A new RIFS Policy Brief warns that the promise of future technologies for the abatement and removal of carbon dioxide is being used to justify inaction on reducing fossil fuels, even though this is incompatible with limiting warming to 1.5°C or 2°C. Ahead of COP28 in Dubai, the authors urge policymakers to face up to the inescapable reality that achieving the goal of “net zero” greenhouse gas emissions (GHG) will require deep and rapid reductions in carbon dioxide emissions, and that this in turn means nearly completely phasing out fossil fuels.
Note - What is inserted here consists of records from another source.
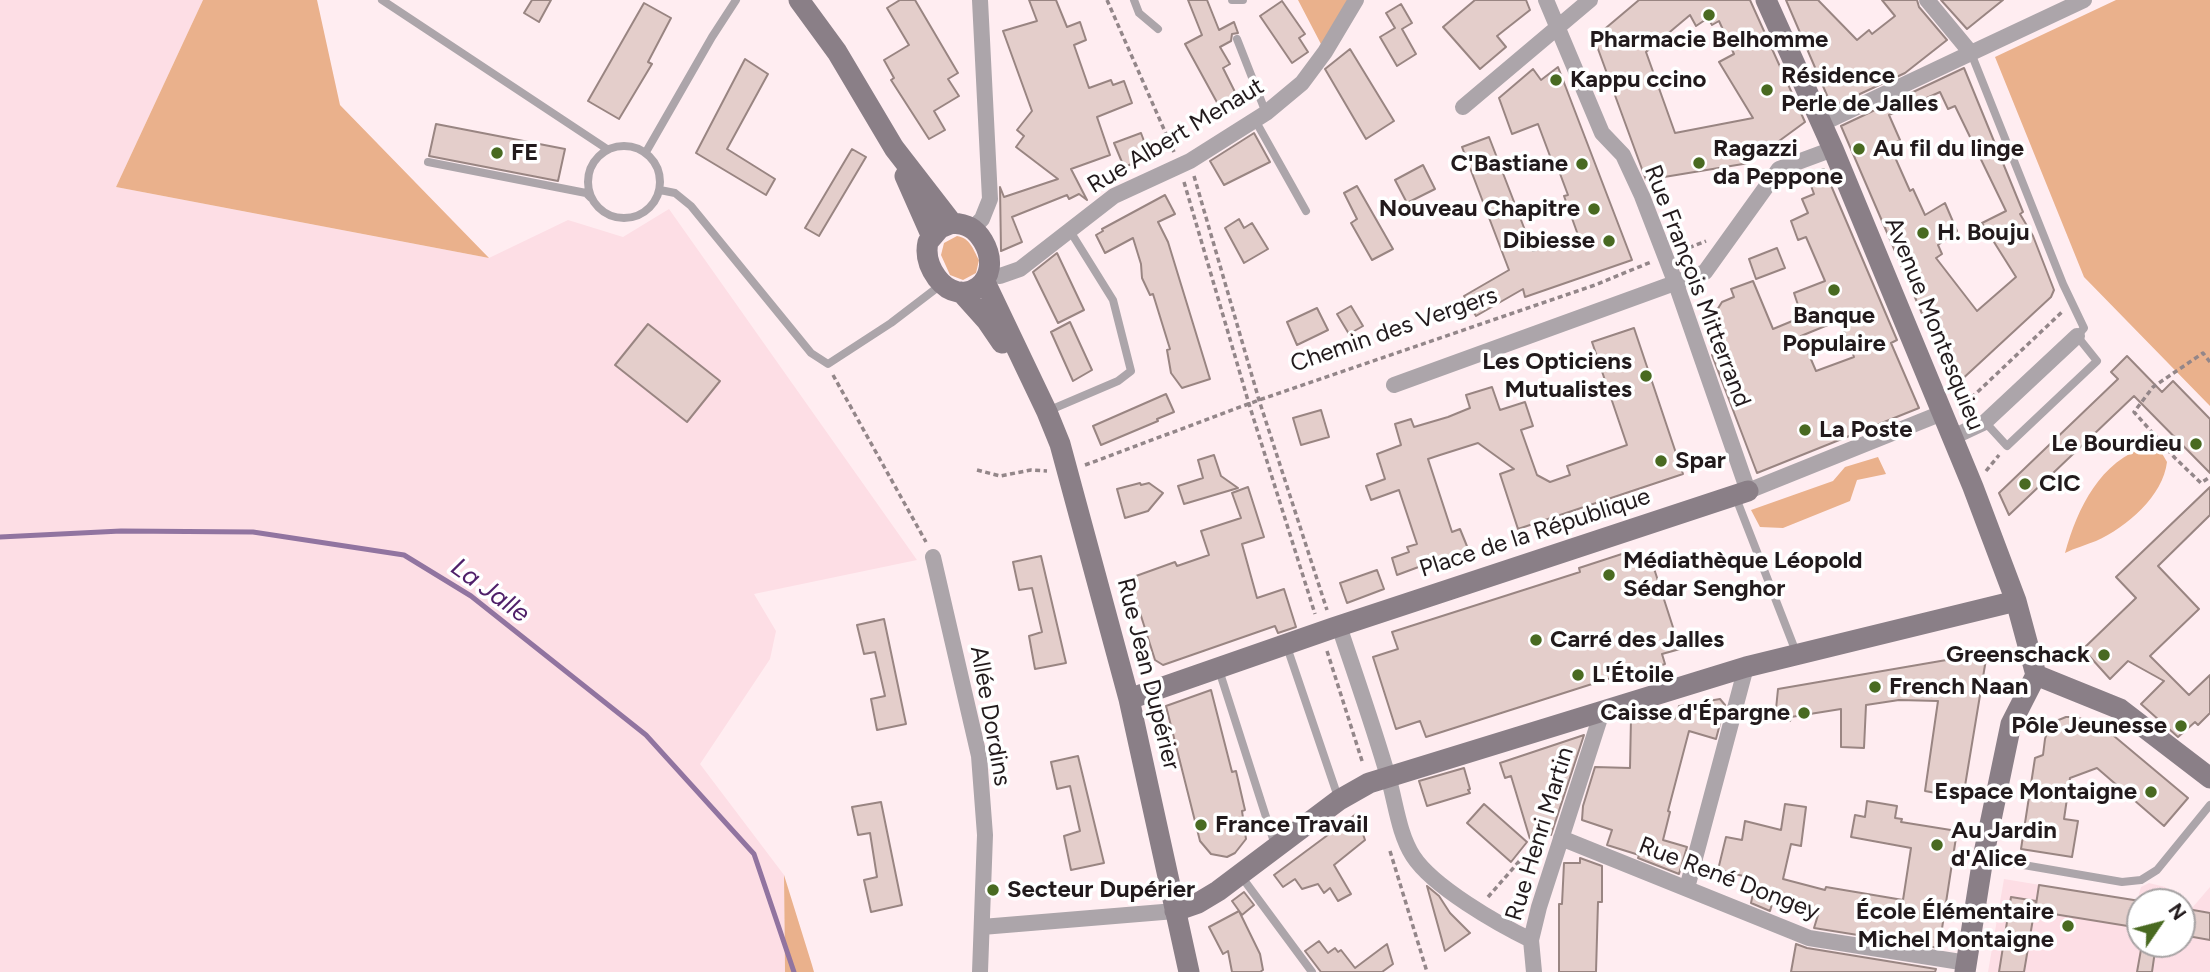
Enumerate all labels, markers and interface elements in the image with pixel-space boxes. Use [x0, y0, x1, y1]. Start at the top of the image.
marker: Pharmacie Belhomme [1701, 7, 1717, 23]
place label: Pharmacie Belhomme [1590, 26, 1828, 54]
place label: Résidence Perle de Jalles [1781, 62, 1938, 118]
place label: Kappu ccino [1570, 66, 1706, 94]
street label: Rue Albert Menaut [1083, 72, 1269, 200]
marker: Kappu ccino [1548, 72, 1564, 88]
marker: Résidence Perle de Jalles [1759, 82, 1775, 98]
place label: Ragazzi da Peppone [1713, 135, 1843, 191]
place label: Au fil du linge [1873, 135, 2024, 163]
place label: FE [511, 139, 538, 167]
marker: Au fil du linge [1851, 141, 1867, 157]
marker: FE [489, 145, 505, 161]
place label: C'Bastiane [1450, 150, 1568, 178]
marker: Ragazzi da Peppone [1691, 155, 1707, 171]
marker: C'Bastiane [1574, 156, 1590, 172]
street label: Rue François Mitterrand [1638, 161, 1756, 411]
place label: Nouveau Chapitre [1379, 195, 1580, 223]
marker: Nouveau Chapitre [1586, 201, 1602, 217]
street label: Avenue Montesquieu [1878, 213, 1990, 435]
place label: H. Bouju [1937, 219, 2030, 247]
marker: H. Bouju [1915, 225, 1931, 241]
place label: Dibiesse [1502, 227, 1595, 255]
marker: Dibiesse [1601, 233, 1617, 249]
street label: Chemin des Vergers [1287, 281, 1501, 379]
marker: Banque Populaire [1826, 282, 1842, 298]
place label: Banque Populaire [1782, 302, 1886, 358]
place label: Les Opticiens Mutualistes [1482, 348, 1632, 404]
marker: Les Opticiens Mutualistes [1638, 368, 1654, 384]
place label: La Poste [1819, 416, 1912, 444]
marker: La Poste [1797, 422, 1813, 438]
place label: Le Bourdieu [2051, 430, 2182, 458]
marker: Le Bourdieu [2188, 436, 2204, 452]
place label: Spar [1675, 447, 1726, 475]
marker: Spar [1653, 453, 1669, 469]
place label: CIC [2039, 470, 2081, 498]
marker: CIC [2017, 476, 2033, 492]
street label: Place de la République [1416, 482, 1654, 584]
place label: Médiathèque Léopold Sédar Senghor [1623, 547, 1863, 603]
water label: La Jalle [445, 552, 535, 630]
marker: Médiathèque Léopold Sédar Senghor [1601, 567, 1617, 583]
street label: Rue Jean Dupérier [1110, 575, 1186, 773]
place label: Carré des Jalles [1550, 626, 1724, 654]
marker: Carré des Jalles [1528, 632, 1544, 648]
place label: Greenschack [1946, 641, 2090, 669]
street label: Allée Dordins [964, 644, 1016, 788]
marker: Greenschack [2096, 647, 2112, 663]
place label: L'Étoile [1592, 661, 1674, 689]
marker: L'Étoile [1570, 667, 1586, 683]
place label: French Naan [1889, 673, 2028, 701]
marker: French Naan [1867, 679, 1883, 695]
place label: Caisse d'Épargne [1600, 699, 1790, 727]
marker: Caisse d'Épargne [1796, 705, 1812, 721]
place label: Pôle Jeunesse [2011, 712, 2167, 740]
marker: Pôle Jeunesse [2173, 718, 2189, 734]
street label: Rue Henri Martin [1500, 744, 1580, 924]
place label: Espace Montaigne [1934, 778, 2137, 806]
marker: Espace Montaigne [2143, 784, 2159, 800]
place label: France Travail [1215, 811, 1368, 839]
marker: France Travail [1193, 817, 1209, 833]
place label: Au Jardin d'Alice [1951, 817, 2057, 873]
street label: Rue René Dongey [1635, 831, 1823, 927]
marker: Au Jardin d'Alice [1929, 837, 1945, 853]
place label: Secteur Dupérier [1007, 876, 1195, 904]
marker: Secteur Dupérier [985, 882, 1001, 898]
north arrow [2126, 888, 2196, 958]
place label: École Élémentaire Michel Montaigne [1856, 898, 2054, 954]
text: N [2163, 899, 2191, 924]
marker: École Élémentaire Michel Montaigne [2060, 918, 2076, 934]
Deep emissions reductions can only be achieved by moving away from fossil fuels.
Deep emissions reductions can only be achieved by moving away from fossil fuels. iStock / ANGHI

“Despite the growing understanding of the already disastrous impacts of climate change, there is not yet a political consensus on the need to phase down — let alone phase out — fossil energy sources. This should be cause for serious concern,” comments lead author Kathleen A. Mar, who prepared the policy brief “The Political Logic of Net Zero” together with scientists Charlotte Unger and Stefan Schäfer and RIFS Scientific Director Mark G. Lawrence. Instead, many policymakers and industry actors claim that the problem posed by greenhouse gas emissions can be managed by scaling up technologies to remove carbon dioxide from the atmosphere or to capture carbon dioxide from emissions sources without having to give up fossil fuels as an energy source. However, this is simply not the case: at present these technologies can only compensate for a fraction of current emissions.

“Expansion of Carbon Dioxide Removal and Carbon Capture, Usage and Storage on a scale that could compensate for continued fossil fuel use at or above current levels — and on a timescale fast enough that would prevent significant irreversible climatic changes — is extremely unlikely to be realized,” explains Mar, who leads the RIFS Research Group on Climate Action in National and International Processes (ClimAct). In light of this, the stark reality is that these technologies only represent a climate “solution” in as much as they go hand in hand with deep emissions reductions — and these can only be achieved by moving away from fossil fuels.

The policy brief also considers the merits of efforts to push for an agreement at COP28 on tripling renewable energy capacity by 2030. This is a laudable goal, and if achieved it will be rightly seen as a success. However, Kathleen Mar predicts: “My expectation is that at COP28, negotiators will come to an agreement on expanding renewable energies, but that, given the economic and political power still held by the fossil fuel industry, the conference will end without an agreement on phasing out fossil fuels. Unfortunately, one without the other will not put us on track to meet agreed-upon climate targets.”  

Co-author and RIFS Scientific Director Mark G. Lawrence explains: “While some countries have been able to displace some of their fossil energy use with renewables, the global picture is that renewables have been largely in addition to, rather than substituting for fossil fuels. And while this is certainly preferable to an even more rapid expansion of fossil fuels, it does not put us on a pathway to limit global warming to 1.5°C or 2°C.”

The RIFS researchers argue that in addition to obscuring the need to phase out fossil fuels, a focus on technological solutions to the climate crisis comes at the expense of concerted and determined action to put society on a pathway towards sustainable development. The policy brief cautions that achieving our climate and broader sustainable development goals will require transformations that go beyond energy systems and re-imagine the structures and institutions behind our patterns of consumption, mobility, and food production, among others.

Publication: Mar, K. A., Unger, C., Schäfer, S., & Lawrence, M. G. (2023). The Political Logic of Net Zero. RIFS Policy Brief, 2023(4).